There are massive RVs, articulated fantasy cruisers, rock star motor homes, tour buses, stretch limos, pick-up trucks and muscle cars. People are watching football on televisions propped in the back of trucks, DJs are spinning vinyl, men are tossing back shots and roaring “Niners!” and “Aargh!” and other guttural exclamations. It’s a tent city of smoke and fire, and policemen in tight shorts on mountain bikes, and a game in which people toss a beanie ball at a hole in a lump of wood. Like the term “rooting” has different connotations in America and Australia, the beanie-ball game is called “corn-holing”.
The car park is “Blue Lot 1” and is one of several denoted by colours and numbers that surround Levi’s Stadium. There are yellow and red lots, all full of partying tailgate people. There could be 100,000 here, most of whom won’t see the game. They’ve come to share the experience with their tribe. It’s just what they do.
We’re here of course to see our Jarryd “Hayne Plane” Hayne run about as a punt returner, against the Baltimore Ravens. The news has just come through that he’s “active”, meaning he’s made the “run-on” (though “dress-up” might be the better term) squad of 46. This is pleasing to myself and another lone Aussie, Kevin Gibson of Toowoomba, who like me found this party by Googling “49ers” and “Tailgate”.
Three days previously I’d landed at San Francisco International at 7am after a 14-hour flight that left on midday the same day. (When I return I lose an entire day, Wednesday wiped from my history by the international date line, and magic.) San Francisco would prove a fine and generous host. For Sydneysiders it’s familiar. There’s a cracking harbour and bridge and ferries. Wine country is an hour away. And the flat-out barbaric price of real estate is a conversational staple. It’s a cracking town, San Francisco. A heap to do.
I played golf at TPC Harding Park (host of the 2020 PGA Championship), the stunning Half Moon Bay Golf Links (Google it) and Presidio GC in the shadows of Golden Gate Bridge. I took a ferry past Alcatraz and a bus tour around the vineyards of Sonoma and Napa Valley. I watched sport on big TVs in cracking saloon bars and talked fantasy football (a massive deal hereabouts) with local men. I ate a huge and chunky seafood chowder at Cioppino’s at Fisherman’s Wharf, and a great thumping lump of tender pink meat at the renowned House of Prime Rib. Incredible food.
But it’s 49ers football and Hayne Plane and space-monkey beer we’ve come to drink in, and thus we are to Santa Clara in the Silicon Valley, an hour from San Francisco centre by CalTrain and VTA light-rail.

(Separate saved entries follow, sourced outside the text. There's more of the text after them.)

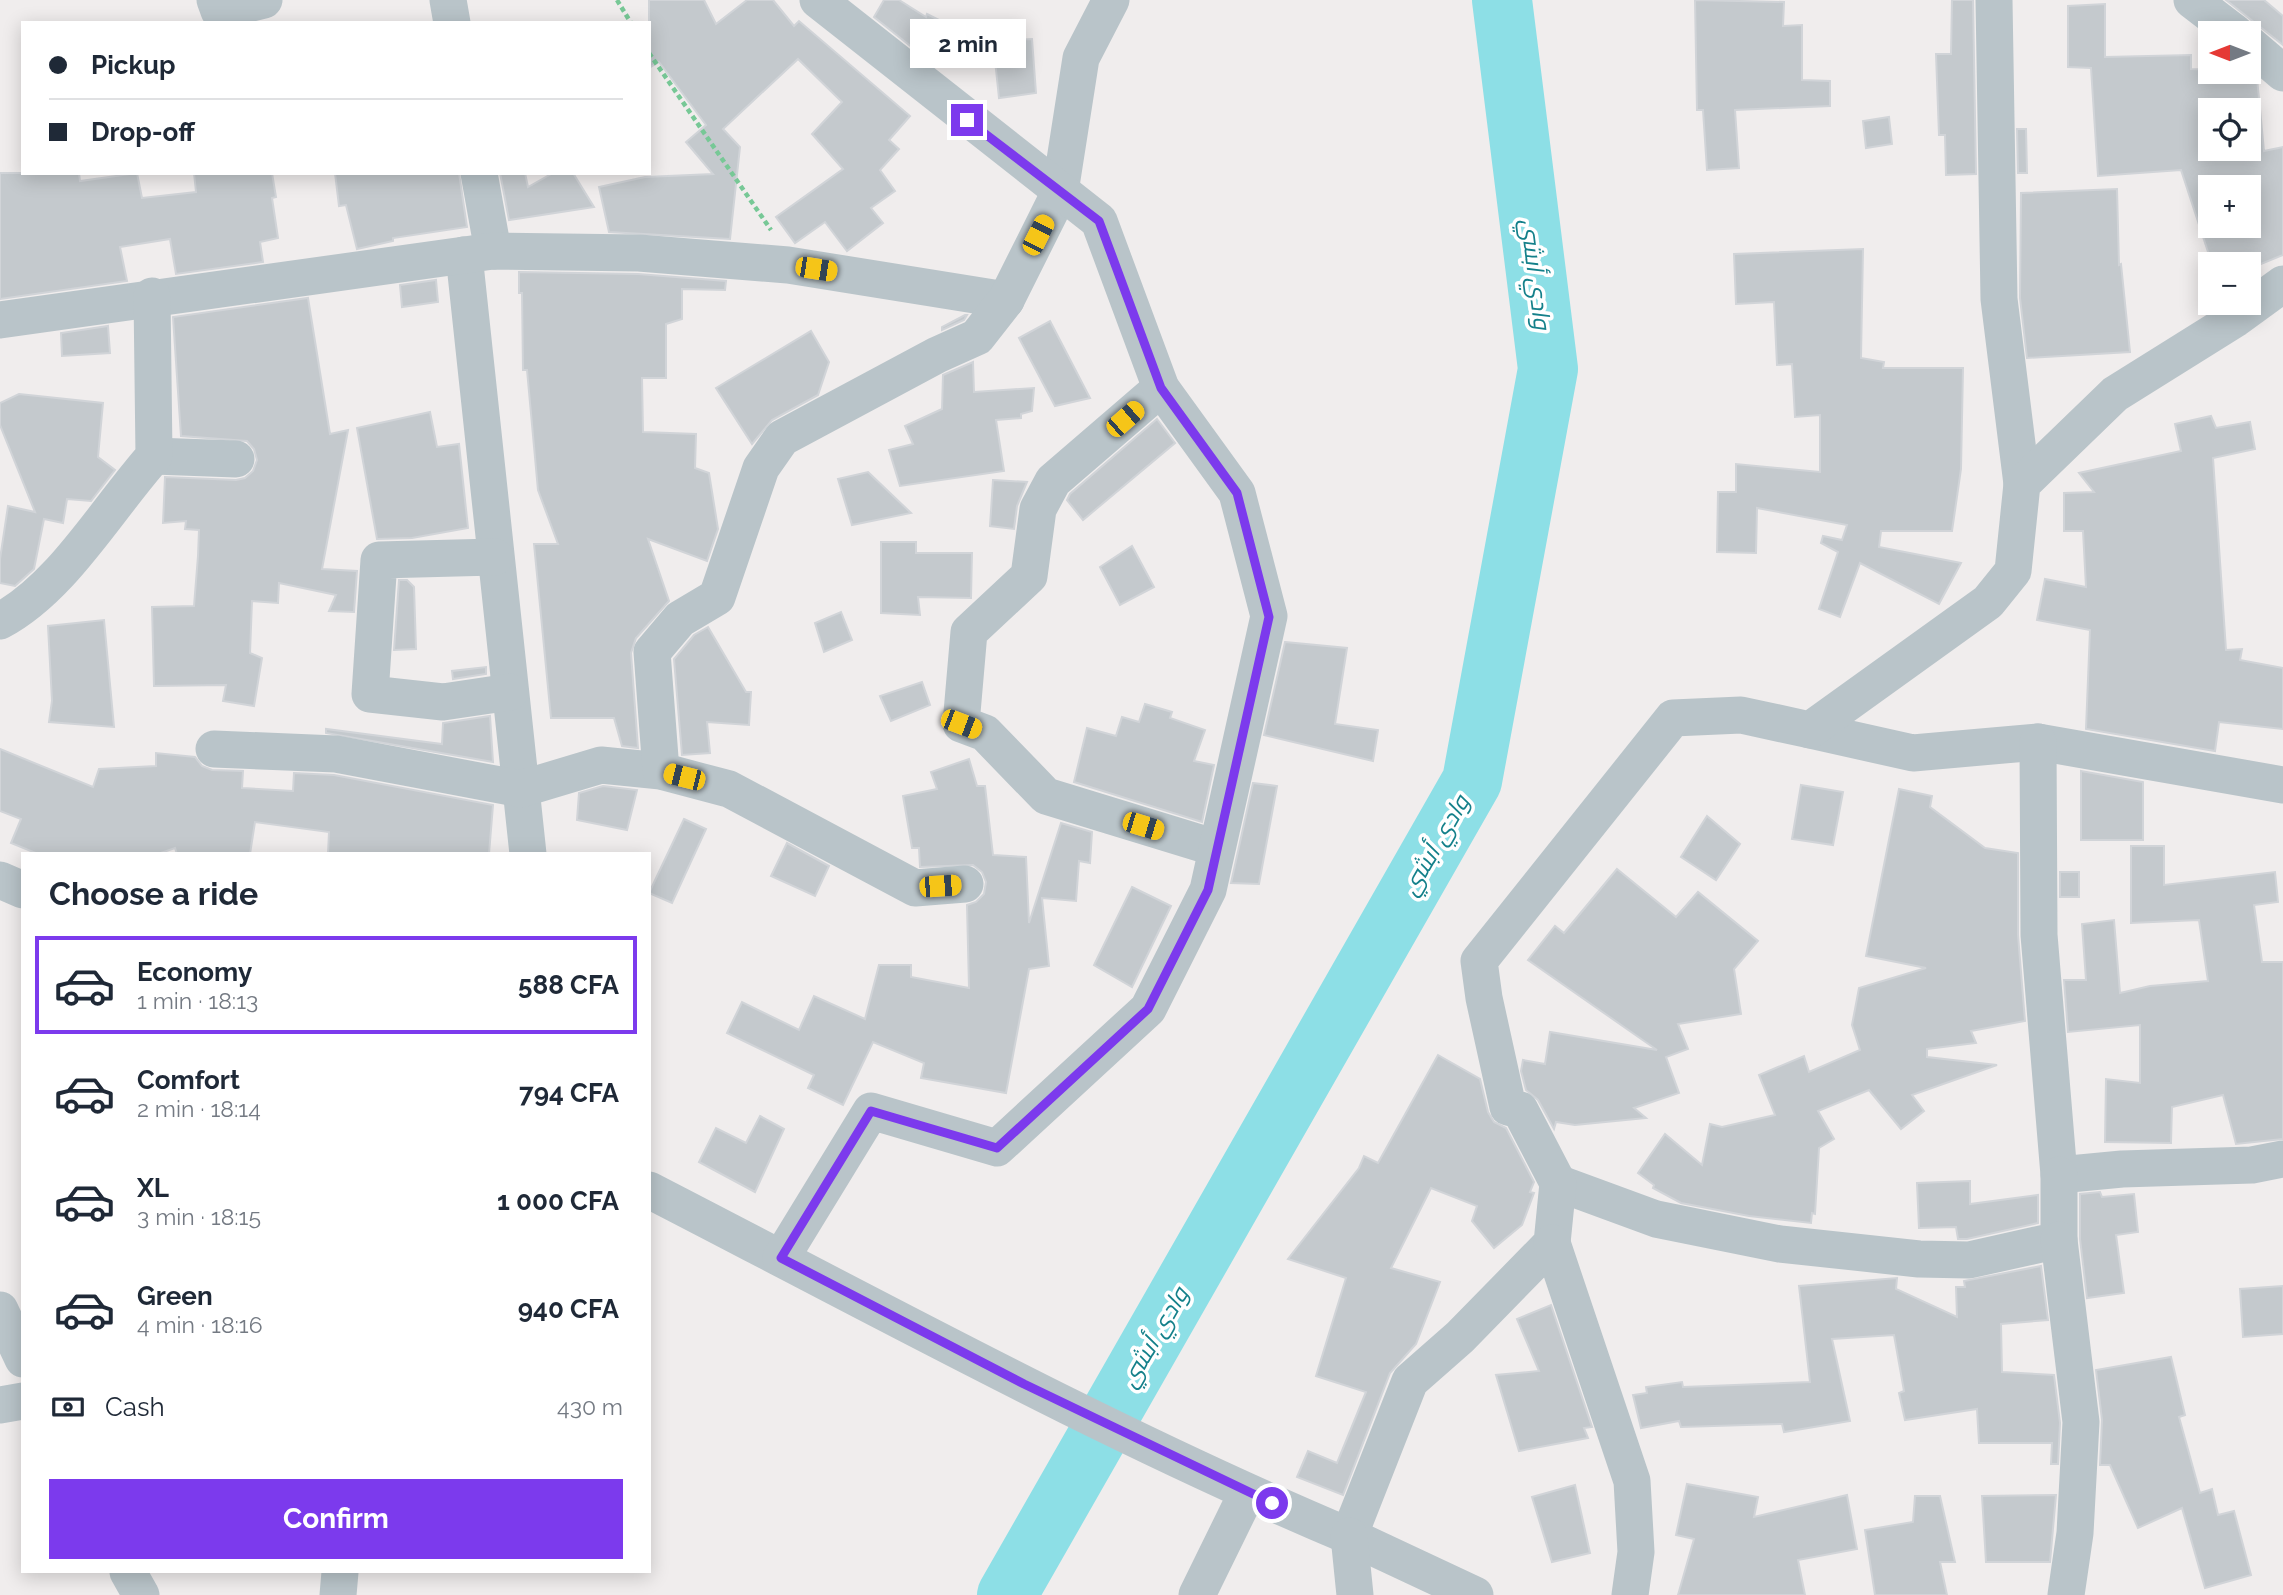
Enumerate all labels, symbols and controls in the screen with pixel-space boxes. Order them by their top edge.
callout: 2 min [909,18,1025,68]
north arrow [2198,21,2261,84]
map controls [2198,21,2261,315]
text: 2 min [938,30,998,57]
text: Pickup [91,50,176,80]
button: locate [2198,98,2261,161]
route end [951,104,983,136]
text: Drop-off [91,117,195,147]
button: + [2198,175,2261,238]
car [1020,212,1057,258]
water label: وادي أبشي [1510,217,1558,333]
button: − [2198,252,2261,315]
car [794,255,839,283]
car [1103,397,1148,441]
car [938,707,985,741]
car [662,762,707,792]
water label: وادي أبشي [1394,788,1481,903]
car [1120,810,1167,842]
car [919,874,962,898]
text: Choose a ride [49,875,258,912]
icon: car [53,954,116,1017]
text: Economy [137,957,252,987]
text: 588 CFA [518,970,619,1000]
text: 1 min · 18:13 [137,987,258,1014]
icon: car [53,1062,116,1125]
text: Comfort [137,1065,240,1095]
text: 794 CFA [519,1078,619,1108]
text: 2 min · 18:14 [137,1095,261,1122]
icon: car [53,1170,116,1233]
text: XL [137,1173,169,1203]
text: 1 000 CFA [497,1186,619,1216]
text: 3 min · 18:15 [137,1203,261,1230]
icon: car [53,1278,116,1341]
water label: وادي أبشي [1113,1280,1200,1395]
text: Green [137,1281,213,1311]
text: 940 CFA [518,1294,619,1324]
text: 4 min · 18:16 [137,1311,263,1338]
icon: cash [49,1388,87,1426]
text: Cash [105,1392,165,1422]
text: 430 m [557,1393,623,1420]
button: Confirm [49,1479,623,1559]
route start [1256,1487,1288,1519]

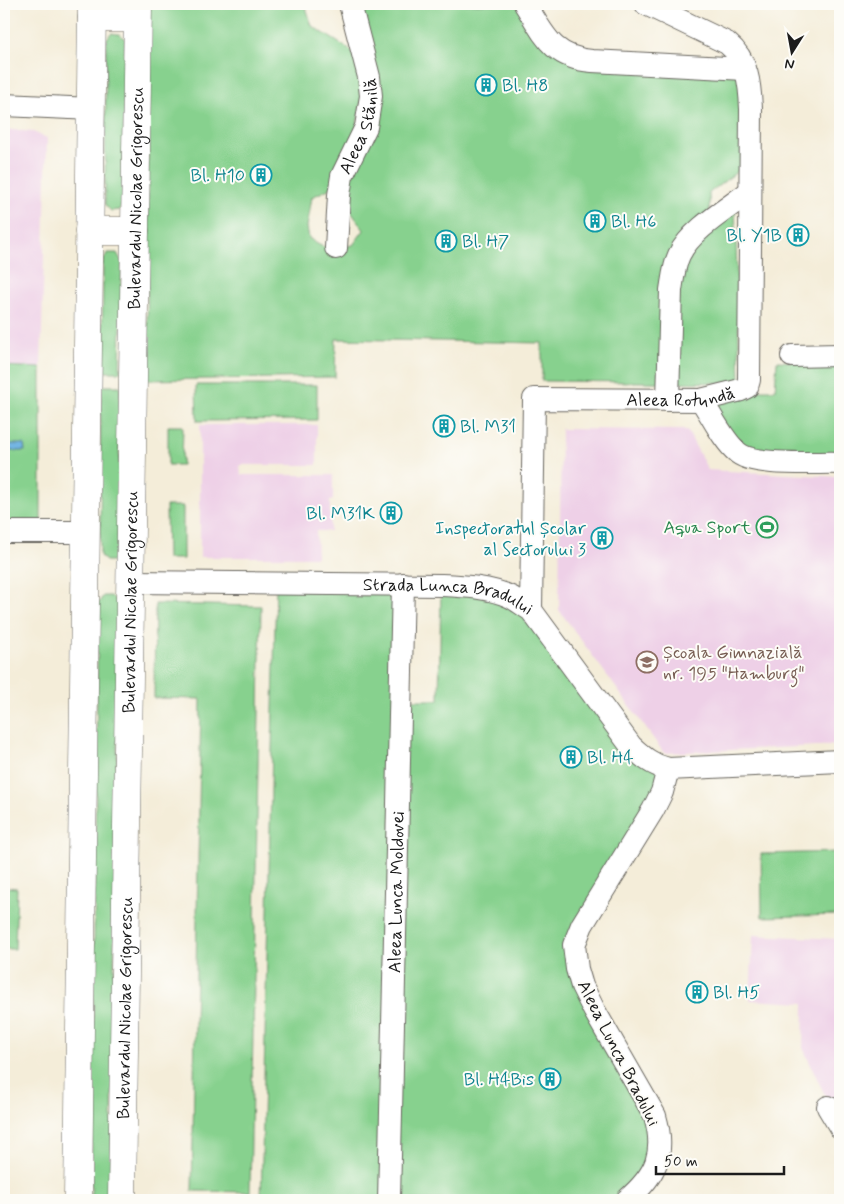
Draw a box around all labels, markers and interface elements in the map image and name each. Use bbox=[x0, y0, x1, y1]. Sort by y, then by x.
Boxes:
north arrow bbox=[766, 28, 816, 78]
text: N bbox=[783, 54, 796, 74]
building icon: Bl. H8 bbox=[474, 73, 498, 97]
place label: Bl. H8 bbox=[502, 74, 548, 98]
street label: Aleea Stănilă bbox=[334, 77, 384, 179]
street label: Bulevardul Nicolae Grigorescu bbox=[123, 87, 150, 309]
building icon: Bl. H10 bbox=[249, 163, 273, 187]
place label: Bl. H10 bbox=[191, 164, 245, 188]
building icon: Bl. H6 bbox=[583, 209, 607, 233]
place label: Bl. H6 bbox=[611, 210, 656, 234]
building icon: Bl. Y1B bbox=[786, 223, 810, 247]
place label: Bl. Y1B bbox=[727, 224, 782, 248]
building icon: Bl. H7 bbox=[434, 229, 458, 253]
place label: Bl. H7 bbox=[462, 230, 509, 254]
street label: Aleea Rotundă bbox=[626, 381, 738, 413]
building icon: Bl. M31 bbox=[432, 414, 456, 438]
place label: Bl. M31 bbox=[460, 415, 516, 439]
street label: Bulevardul Nicolae Grigorescu bbox=[118, 491, 145, 713]
building icon: Bl. M31K bbox=[379, 501, 403, 525]
place label: Bl. M31K bbox=[306, 502, 375, 526]
sports icon: Aqua Sport bbox=[755, 515, 779, 539]
place label: Aqua Sport bbox=[664, 516, 751, 540]
place label: Inspectoratul Școlar al Sectorului 3 bbox=[435, 517, 587, 562]
building icon: Inspectoratul Școlar al Sectorului 3 bbox=[590, 526, 614, 550]
street label: Strada Lunca Bradului bbox=[363, 573, 537, 622]
place label: Școala Gimnazială nr. 195 "Hamburg" bbox=[663, 641, 804, 688]
school or university icon: Școala Gimnazială nr. 195 "Hamburg" bbox=[635, 650, 659, 674]
building icon: Bl. H4 bbox=[559, 745, 583, 769]
place label: Bl. H4 bbox=[587, 746, 634, 770]
street label: Aleea Lunca Moldovei bbox=[383, 811, 411, 973]
street label: Bulevardul Nicolae Grigorescu bbox=[112, 897, 139, 1119]
street label: Aleea Lunca Bradului bbox=[571, 976, 665, 1131]
building icon: Bl. H5 bbox=[685, 980, 709, 1004]
place label: Bl. H5 bbox=[713, 981, 760, 1005]
building icon: Bl. H4Bis bbox=[538, 1067, 562, 1091]
place label: Bl. H4Bis bbox=[464, 1068, 534, 1092]
scale bar bbox=[656, 1144, 784, 1176]
text: 50 m bbox=[664, 1152, 698, 1172]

The old ground is called Candlestick Park and locals loved the joint. There’s some grumbling among Niners fans that Levi’s, while comfortable and easy and modern (there is WiFi and an app, and much gleaming glass, and it will host the next Super Bowl), doesn’t have actual fans’ interests at heart. Before the season, people had to buy the right to buy a season ticket, anything from $2000 to $80,000. Then people have to pay for tickets on top of that. The entire season is sold out. And yet this Ravens game is not full.
And it seems to loom on you, Levi’s. You cross a major road and bypass some more car parks full of beer-drinkers and corn-holers, and there it is, a giant glass and steel block of footballing otherworld. It looks like an office tower lying on its side.
After metal detectors and check-points and directions from friendly battle-axes, I’m into an elevator and up to the cavernous media centre. And there, stunningly, is all the food you could eat. There are hot dogs and gyoza dumplings and chicken surprise. There’s a man making omelettes at a special omelette-making station. And it’s all free. Even the beer. Free beer! How long has this been going on? At Leichhardt Oval you’re lucky to get a party pie and a can of Fanta. At Shark Park they serve a soup that might actually have shark in it.
I head to my seat behind a 30-metre-high glass wall and enjoy a thing I love about visiting sports grounds: that first look. The first wow moment, like when you see Old Trafford or Wembley or a 2000-year-old giant sequoia, the world’s biggest tree. People head to the pyramids, Mecca, The Vatican, Star Wars conventions, and that’s all terrific. But stadiums are my cathedrals. And that first look at them ... love it.
Far down below is a brilliant green playing surface, painted like a roulette table. There are super-wide, mega-pixel big screens. Above the concourse seats on the western side is a giant flat wall of glass like the back end of a sky-scraper backed into a stadium. The rest is red seats full of people in red football jumpers. And it is magnificent.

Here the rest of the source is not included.